As apurações tiveram início em agosto, em Porto Alegre (RS), após a PF daquele estado ter identificado, por meio de perícia, que o álcool gel comprado para uso na corporação estava em desacordo com as exigências medicinais.

Segundo a PF, como os fornecedores têm sedes na capital mineira e em São José da Lapa, a apuração passou a ser feita pelos policiais em Minas Gerais por causa da desigualdade de informações entre as especificações técnicas de rotulagem e a eficácia do produto.

“Essa substância foi submetida aos laboratórios da Polícia Federal, que constataram que esse material estava adulterado. O que significa isso? Significa dizer que ao invés de álcool 70%, nós tínhamos um álcool que continha água e outros produtos químicos que, ao final, era imprestável para o combate ao coronavírus. Então comprou-se um produto para higienização contra o coronavírus e esse produto não se prestava pra isso, tamanha a adulteração. Invés de álcool 70%, nós estamos falando de álcool, em torno 20%, 20 e poucos por cento. E hoje juntamente com técnicos da Anvisa, a Polícia Federal cumpriu 5 mandados de busca e apreensão, na empresa que fabrica, na distribuidora e na residência de 3 responsáveis por essas empresas pra angariar material que possa comprovar. Além desse fato que já está praticamente comprovado, ver também a extensão dessa fraude, saber quem mais comprou esse produto, órgãos públicos ou privados, que naquele calor, naquele anseio de ter o produto rapidamente em, mãos, compraram Brasil à fora grande estoques e que acabaram levando gato por lebre”, disse o delegado Carlos Henrique Cotta D’angelo.

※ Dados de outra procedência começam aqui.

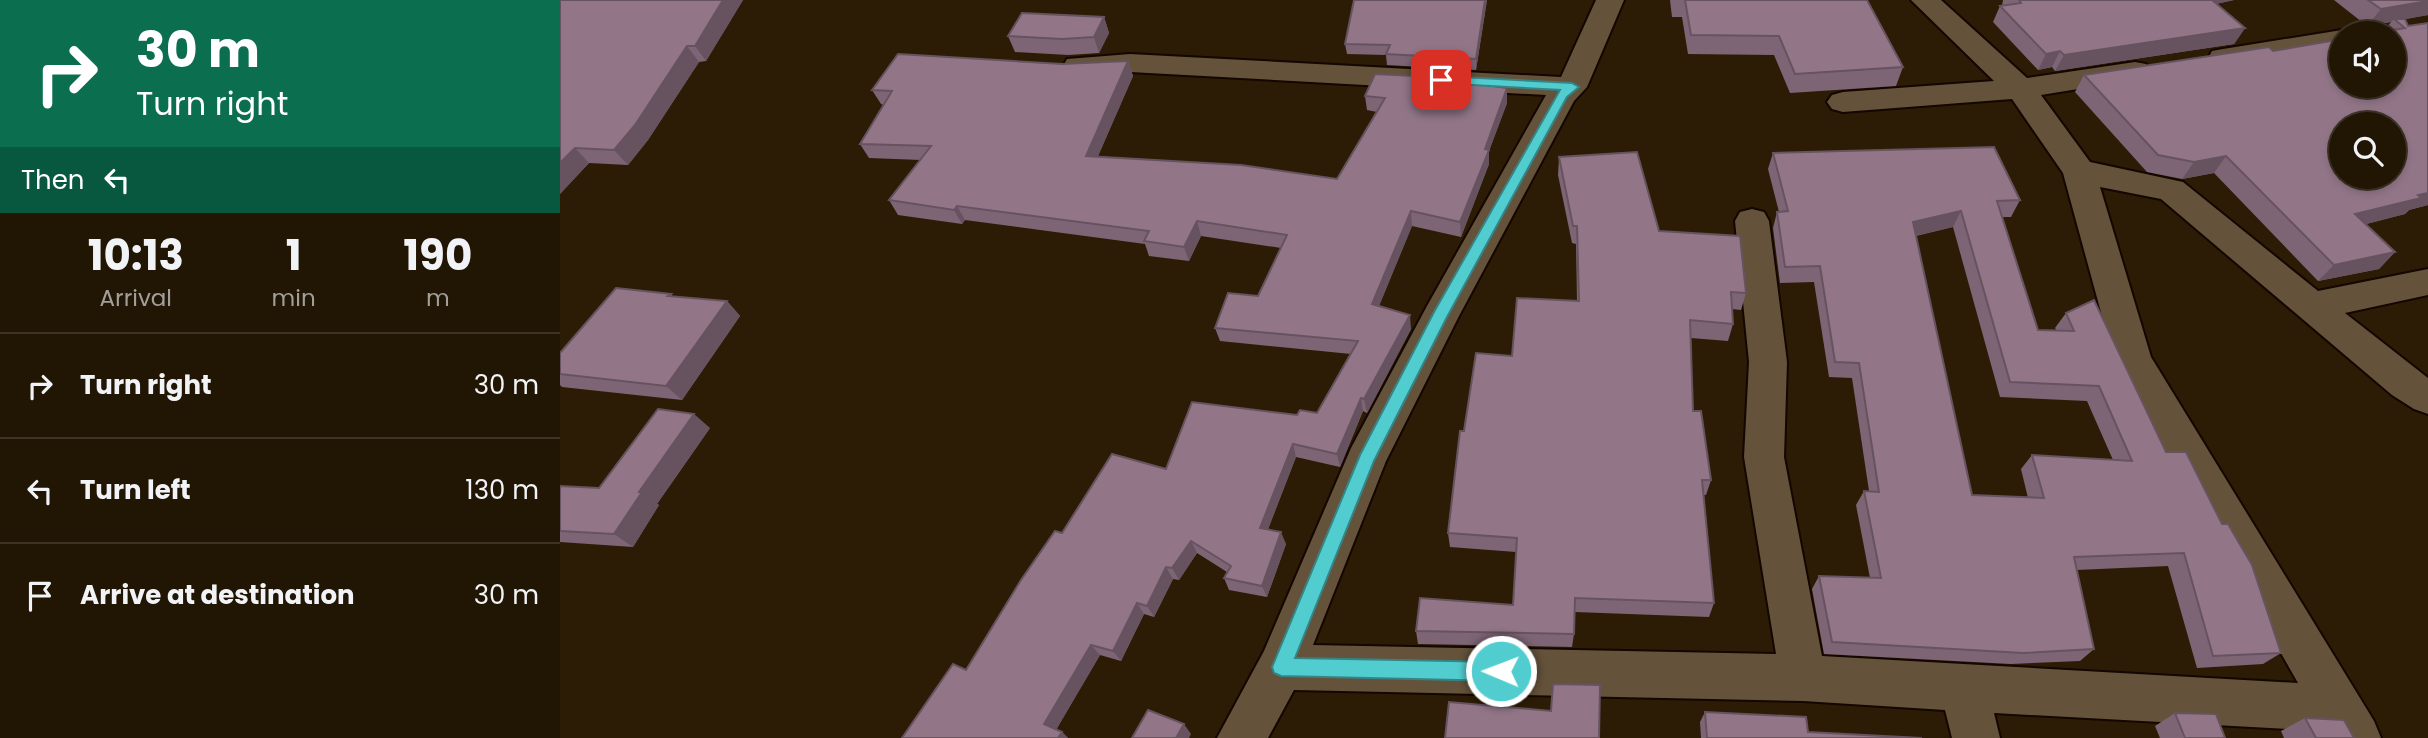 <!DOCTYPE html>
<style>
:root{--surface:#211504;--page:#291e0e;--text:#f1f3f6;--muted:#a29f9a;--line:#3e3426}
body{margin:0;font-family:Poppins,sans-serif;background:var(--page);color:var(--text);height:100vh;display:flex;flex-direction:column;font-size:26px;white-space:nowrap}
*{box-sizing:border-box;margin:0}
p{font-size:23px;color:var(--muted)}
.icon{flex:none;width:38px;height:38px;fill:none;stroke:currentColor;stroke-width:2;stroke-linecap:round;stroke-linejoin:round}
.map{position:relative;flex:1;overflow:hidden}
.sheet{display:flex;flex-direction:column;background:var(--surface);width:560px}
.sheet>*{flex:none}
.top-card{background:#0b6e4f;color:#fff;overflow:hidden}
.controls{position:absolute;left:1769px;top:21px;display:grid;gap:14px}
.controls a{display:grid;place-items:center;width:77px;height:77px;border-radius:50%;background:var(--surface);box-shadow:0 4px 10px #0003,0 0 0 2px var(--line);font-size:35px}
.pin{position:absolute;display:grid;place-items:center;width:60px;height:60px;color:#fff;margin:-30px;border-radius:14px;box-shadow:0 4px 10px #0006}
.me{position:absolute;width:77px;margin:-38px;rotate:271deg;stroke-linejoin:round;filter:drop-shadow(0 0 5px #0008)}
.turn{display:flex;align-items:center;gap:24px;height:147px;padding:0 21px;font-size:32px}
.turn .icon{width:91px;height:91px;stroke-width:2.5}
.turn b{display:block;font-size:49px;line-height:60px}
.then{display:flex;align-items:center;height:66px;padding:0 21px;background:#0003;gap:14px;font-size:26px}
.eta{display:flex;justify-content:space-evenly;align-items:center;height:119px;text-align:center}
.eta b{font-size:42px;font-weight:700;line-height:49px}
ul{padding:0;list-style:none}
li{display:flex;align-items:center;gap:21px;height:105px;padding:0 21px;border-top:2px solid var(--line)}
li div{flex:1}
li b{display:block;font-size:26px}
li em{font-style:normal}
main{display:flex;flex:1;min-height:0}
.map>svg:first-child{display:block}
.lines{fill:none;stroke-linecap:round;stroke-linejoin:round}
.minor-casing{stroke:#140600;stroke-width:4}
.minor{fill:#64523a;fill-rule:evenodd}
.wall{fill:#7e6575;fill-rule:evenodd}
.shaded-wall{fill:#66535f}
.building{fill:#927688;stroke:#66535f;stroke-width:2;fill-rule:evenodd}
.route{fill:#52cdcf;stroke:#358587;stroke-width:2}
</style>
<main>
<section class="sheet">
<div class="top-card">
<div class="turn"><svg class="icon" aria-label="right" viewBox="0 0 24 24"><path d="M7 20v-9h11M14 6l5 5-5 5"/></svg><div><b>30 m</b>Turn right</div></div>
<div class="then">Then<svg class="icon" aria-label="left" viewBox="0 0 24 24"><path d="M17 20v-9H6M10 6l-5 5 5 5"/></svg></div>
</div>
<div class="eta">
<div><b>10:13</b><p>Arrival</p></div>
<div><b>1</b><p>min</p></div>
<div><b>190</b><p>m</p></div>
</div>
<ul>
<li><svg class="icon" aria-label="right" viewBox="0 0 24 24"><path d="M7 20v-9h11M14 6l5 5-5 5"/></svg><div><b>Turn right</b></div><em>30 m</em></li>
<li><svg class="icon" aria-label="left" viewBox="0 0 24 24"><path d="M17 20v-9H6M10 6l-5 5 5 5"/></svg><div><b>Turn left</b></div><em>130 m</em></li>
<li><svg class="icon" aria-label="arrive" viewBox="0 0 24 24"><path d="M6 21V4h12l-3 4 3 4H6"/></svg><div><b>Arrive at destination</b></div><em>30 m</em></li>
</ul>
</section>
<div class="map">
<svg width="1868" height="738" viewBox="0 0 1868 738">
<rect width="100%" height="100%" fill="#2c1c05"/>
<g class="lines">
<defs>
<path id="minor" d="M 1036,0 L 1064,0 L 1027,87 L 1014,101 L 899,316 L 826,461 L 753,645 L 1216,654 L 1184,457 L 1189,362 L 1175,221 L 1180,212 L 1192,209 L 1204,212 L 1209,221 L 1227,362 L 1224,457 L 1262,656 L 1738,683 L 1554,360 L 1503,173 L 1452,99 L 1283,112 L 1272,109 L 1267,102 L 1272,95 L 1283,92 L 1434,81 L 1351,0 L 1381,0 L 1467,78 L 1575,62 L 1586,64 L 1590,71 L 1586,78 L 1481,95 L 1530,162 L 1623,182 L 1758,291 L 1868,269 L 1868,295 L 1785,313 L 1868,378 L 1868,414 L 1854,409 L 1832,395 L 1601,199 L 1540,187 L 1591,357 L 1814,721 L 1821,738 L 1770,738 L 1766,731 L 1434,713 L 1440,738 L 1392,738 L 1385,710 L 1243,701 L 734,690 L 708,738 L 657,738 L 704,651 L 791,448 L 867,306 L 986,95 L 570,72 L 518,75 L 507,73 L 503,66 L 507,59 L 570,54 L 1001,77 Z
M 1782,30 L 1793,33 L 1782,33 L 1782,48 L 1663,67 L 1652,65 L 1648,58 L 1652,51 L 1663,49 Z"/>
</defs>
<use href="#minor" class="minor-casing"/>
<use href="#minor" class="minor"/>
</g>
<path class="wall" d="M 0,0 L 183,0 L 146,61 L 139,62 L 88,140 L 68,165 L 29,163 L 0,194 Z
M 927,0 L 916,70 L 827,65 L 826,55 L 787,54 L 785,44 Z
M 1110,0 L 1307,0 L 1343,67 L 1336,86 L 1230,93 L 1214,55 L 1128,54 L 1122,17 L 1112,17 Z
M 1443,0 L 1674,0 L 1656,4 L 1685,28 L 1674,44 L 1495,71 L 1492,67 L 1478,70 L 1433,22 L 1440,6 L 1442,6 Z
M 1774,0 L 1868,0 L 1868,15 L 1845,19 L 1848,26 L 1868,23 L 1868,205 L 1849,210 L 1845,214 L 1806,224 L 1835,252 L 1819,269 L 1758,281 L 1654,173 L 1622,179 L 1587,172 L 1515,92 L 1524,75 L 1713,51 L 1824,31 L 1831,22 L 1807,26 Z
M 544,17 L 549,33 L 539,53 L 508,55 L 455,52 L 448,36 Z
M 568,61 L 573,76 L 538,156 L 777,179 L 817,112 L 807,110 L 805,96 L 912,79 L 912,83 L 947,88 L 947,103 L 929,151 L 929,164 L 901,237 L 852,226 L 819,306 L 851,329 L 807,413 L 803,411 L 780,467 L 736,457 L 708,529 L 726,544 L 707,597 L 669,590 L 664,578 L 667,572 L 637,553 L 619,580 L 613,579 L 594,617 L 584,614 L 561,661 L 540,655 L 496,730 L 502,732 L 508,738 L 342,738 L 406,670 L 502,533 L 606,469 L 737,415 L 757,413 L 791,354 L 660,341 L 655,328 L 698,296 L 721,248 L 641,236 L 629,261 L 589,256 L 585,244 L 405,220 L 402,224 L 338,215 L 329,200 L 361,160 L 309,158 L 300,144 L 324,105 L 321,104 L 312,90 L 502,64 Z
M 1213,153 L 1460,200 L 1451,217 L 1442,217 L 1478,330 L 1497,331 L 1495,328 L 1506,313 L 1606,452 L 1721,653 L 1703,664 L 1637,668 L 1608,566 L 1516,570 L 1534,649 L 1520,661 L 1451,664 L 1264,654 L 1252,589 L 1259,576 L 1310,578 L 1296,505 L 1304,491 L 1309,491 L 1292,378 L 1269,377 L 1254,282 L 1220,283 L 1213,228 L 1217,212 L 1219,212 L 1208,169 ZM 1393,227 L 1440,397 L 1527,401 L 1553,460 L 1472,455 L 1461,469 L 1468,498 L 1412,495 L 1356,236 Z
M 999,157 L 1099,231 L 1186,293 L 1181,310 L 1172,309 L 1173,324 L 1168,341 L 1131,338 L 1133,411 L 1151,480 L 1146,495 L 1144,495 L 1154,603 L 1149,617 L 1015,612 L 1014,634 L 1012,647 L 858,644 L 856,631 L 953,605 L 956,552 L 890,547 L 888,533 L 904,431 L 952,356 L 1017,300 L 1016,244 L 1012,243 L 998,175 Z
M 111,294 L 113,297 L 167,301 L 180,316 L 122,400 L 2,387 L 0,385 L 0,353 Z
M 150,428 L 97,504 L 99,505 L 73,547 L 0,542 L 0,486 L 39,488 Z
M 1145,712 L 1248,732 L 1362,738 L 1141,738 L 1140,722 Z
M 1615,713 L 1665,738 L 1600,738 L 1595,726 Z
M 1745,718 L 1794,738 L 1724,738 L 1721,731 Z"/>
<path class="shaded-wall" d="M 163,0 L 183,0 L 146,61 L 135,46 Z
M 925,0 L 927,0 L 916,70 L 916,59 Z
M 1639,0 L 1674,0 L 1633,9 Z
M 1868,1 L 1868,15 L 1836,21 L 1834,19 L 1831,22 L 1807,26 L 1821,9 Z
M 544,17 L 549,33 L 539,53 L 534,37 Z
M 1685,28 L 1674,44 L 1495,71 L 1504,55 Z
M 127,46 L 139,62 L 88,140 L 68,165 L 54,150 Z
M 1500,51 L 1492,67 L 1478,70 L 1486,54 Z
M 568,61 L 573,76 L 532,170 L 526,156 Z
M 947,88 L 947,103 L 929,151 L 929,164 L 901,237 L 900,222 L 925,149 Z
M 15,148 L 29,163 L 0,194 L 0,163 Z
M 1666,156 L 1654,173 L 1622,179 L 1634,162 Z
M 1868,193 L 1868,205 L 1849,210 L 1845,214 L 1780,231 L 1795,214 Z
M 397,206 L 405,220 L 402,224 L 394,210 Z
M 851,211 L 852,226 L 814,318 L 812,304 Z
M 1401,211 L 1393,227 L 1346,238 L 1353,222 Z
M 637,221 L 641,236 L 629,261 L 624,247 Z
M 1835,252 L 1819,269 L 1758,281 L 1774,265 Z
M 167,301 L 180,316 L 122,400 L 106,386 Z
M 850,315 L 851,329 L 807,413 L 804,399 Z
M 801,398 L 803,411 L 780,467 L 777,454 Z
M 134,414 L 150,428 L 97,504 L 99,505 L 73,547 L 54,534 L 79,492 Z
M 733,444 L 736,457 L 704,540 L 700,528 Z
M 721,532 L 726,544 L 707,597 L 702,586 Z
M 631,541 L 637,553 L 619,580 L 612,568 Z
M 606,567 L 613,579 L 594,617 L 587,606 Z
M 577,603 L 584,614 L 561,661 L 553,651 Z
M 531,645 L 540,655 L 494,733 L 484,724 Z
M 624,724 L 631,734 L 629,738 L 616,738 Z
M 502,732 L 508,738 L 498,738 Z"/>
<path class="building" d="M 0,0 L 163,0 L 135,46 L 127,46 L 75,125 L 54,150 L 15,148 L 0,163 Z
M 794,0 L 925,0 L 916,59 L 826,54 L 830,45 L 785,44 Z
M 1125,0 L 1307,0 L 1343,67 L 1235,74 L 1219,36 L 1131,35 Z
M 1459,0 L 1652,0 L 1685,28 L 1504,55 L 1500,51 L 1486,54 L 1440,6 L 1461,3 Z
M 1808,0 L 1868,0 L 1868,1 L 1821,9 Z
M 462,13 L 544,17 L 534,37 L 502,39 L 448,36 Z
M 1834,19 L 1845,19 L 1848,26 L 1868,23 L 1868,193 L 1858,195 L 1861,198 L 1795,214 L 1835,252 L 1774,265 L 1666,156 L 1634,162 L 1598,155 L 1524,75 L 1709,47 L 1713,51 L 1782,39 L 1782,86 L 1834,86 L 1834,33 L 1813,33 L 1845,28 ZM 1782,124 L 1834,124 L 1834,177 L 1782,177 Z
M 338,54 L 502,64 L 568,61 L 526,156 L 681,165 L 777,179 L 825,98 L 805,96 L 815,74 L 912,79 L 911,83 L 947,88 L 925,149 L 929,150 L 900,222 L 851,211 L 812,304 L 850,315 L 804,399 L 801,398 L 777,454 L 733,444 L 700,528 L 721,532 L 702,586 L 664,578 L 671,566 L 631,541 L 612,568 L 606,567 L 587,606 L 577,603 L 553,651 L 531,645 L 484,724 L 502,732 L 498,738 L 342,738 L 393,664 L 406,670 L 461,580 L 495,531 L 502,533 L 552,454 L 606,469 L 632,402 L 737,415 L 740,410 L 757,413 L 798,341 L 655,328 L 668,293 L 698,296 L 727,235 L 637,221 L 624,247 L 584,241 L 589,231 L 397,206 L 394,210 L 329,200 L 371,146 L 300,144 L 332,91 L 312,90 Z
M 1434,147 L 1460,200 L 1437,201 L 1478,330 L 1514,331 L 1506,313 L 1534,300 L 1606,452 L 1626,452 L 1662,524 L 1668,524 L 1692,565 L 1721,653 L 1653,656 L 1624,553 L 1514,557 L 1534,649 L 1463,653 L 1272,642 L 1259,576 L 1321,578 L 1304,491 L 1319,492 L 1299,363 L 1275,362 L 1260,266 L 1225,267 L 1217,212 L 1228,211 L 1213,153 ZM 1401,211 L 1450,382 L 1539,386 L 1572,461 L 1472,455 L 1484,498 L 1412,495 L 1353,222 Z
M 1077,152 L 1099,231 L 1180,236 L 1186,293 L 1171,292 L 1173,324 L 1130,320 L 1133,411 L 1141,411 L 1151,480 L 1142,480 L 1154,603 L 1015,598 L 1014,634 L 856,631 L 860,598 L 953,605 L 957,538 L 888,533 L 900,431 L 904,431 L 916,353 L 952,356 L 957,298 L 1019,301 L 1017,226 L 1013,226 L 999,157 Z
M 56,288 L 111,294 L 108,296 L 167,301 L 106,386 L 0,374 L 0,353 Z
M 98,409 L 134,414 L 79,492 L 82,492 L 54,534 L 0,531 L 0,486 L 39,488 Z
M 993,684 L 1040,685 L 1039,738 L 885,738 L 889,702 L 991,711 Z
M 588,710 L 624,724 L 616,738 L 572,738 Z
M 1145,712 L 1246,717 L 1248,732 L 1362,738 L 1147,738 Z
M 1615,713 L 1656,714 L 1665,738 L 1625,738 Z
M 1745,718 L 1784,720 L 1794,738 L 1756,738 Z"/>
<path class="route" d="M 881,76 L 1012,83 L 1019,87 L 1007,97 L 887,317 L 814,461 L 735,658 L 941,662 L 948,665 L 951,671 L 948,678 L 941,681 L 721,676 L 714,673 L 712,667 L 800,455 L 874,312 L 1000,90 L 876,83 L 874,80 Z"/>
</svg>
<div class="controls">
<a><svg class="icon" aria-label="sound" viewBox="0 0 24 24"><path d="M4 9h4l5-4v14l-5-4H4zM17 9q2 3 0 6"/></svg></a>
<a><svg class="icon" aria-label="search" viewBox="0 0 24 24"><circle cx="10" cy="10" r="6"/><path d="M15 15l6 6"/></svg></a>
</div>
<div class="pin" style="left:881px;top:80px;background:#d93025"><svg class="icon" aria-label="arrive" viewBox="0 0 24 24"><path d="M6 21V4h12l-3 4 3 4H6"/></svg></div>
<svg class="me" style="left:941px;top:671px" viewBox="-20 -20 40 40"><circle r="17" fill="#52cdcf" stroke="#fff" stroke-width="3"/><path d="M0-11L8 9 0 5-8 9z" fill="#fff"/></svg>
</div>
</main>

Os mandados foram expedidos pela 35ª Vara Criminal da Justiça Federal em Belo Horizonte e a ação policial é feita conjuntamente com a Agência Nacional de Vigilância Sanitária (Anvisa) e a Vigilância Sanitária da Prefeitura de Belo Horizonte (Visa).

Se constatada a infração penal, os envolvidos podem responder pelo crime de falsificação, corrupção, adulteração ou alteração de produto destinado a fins terapêuticos ou medicinais e pelo crime de estelionato, as penas podem chegar a 15 e 7 anos de prisão, respectivamente.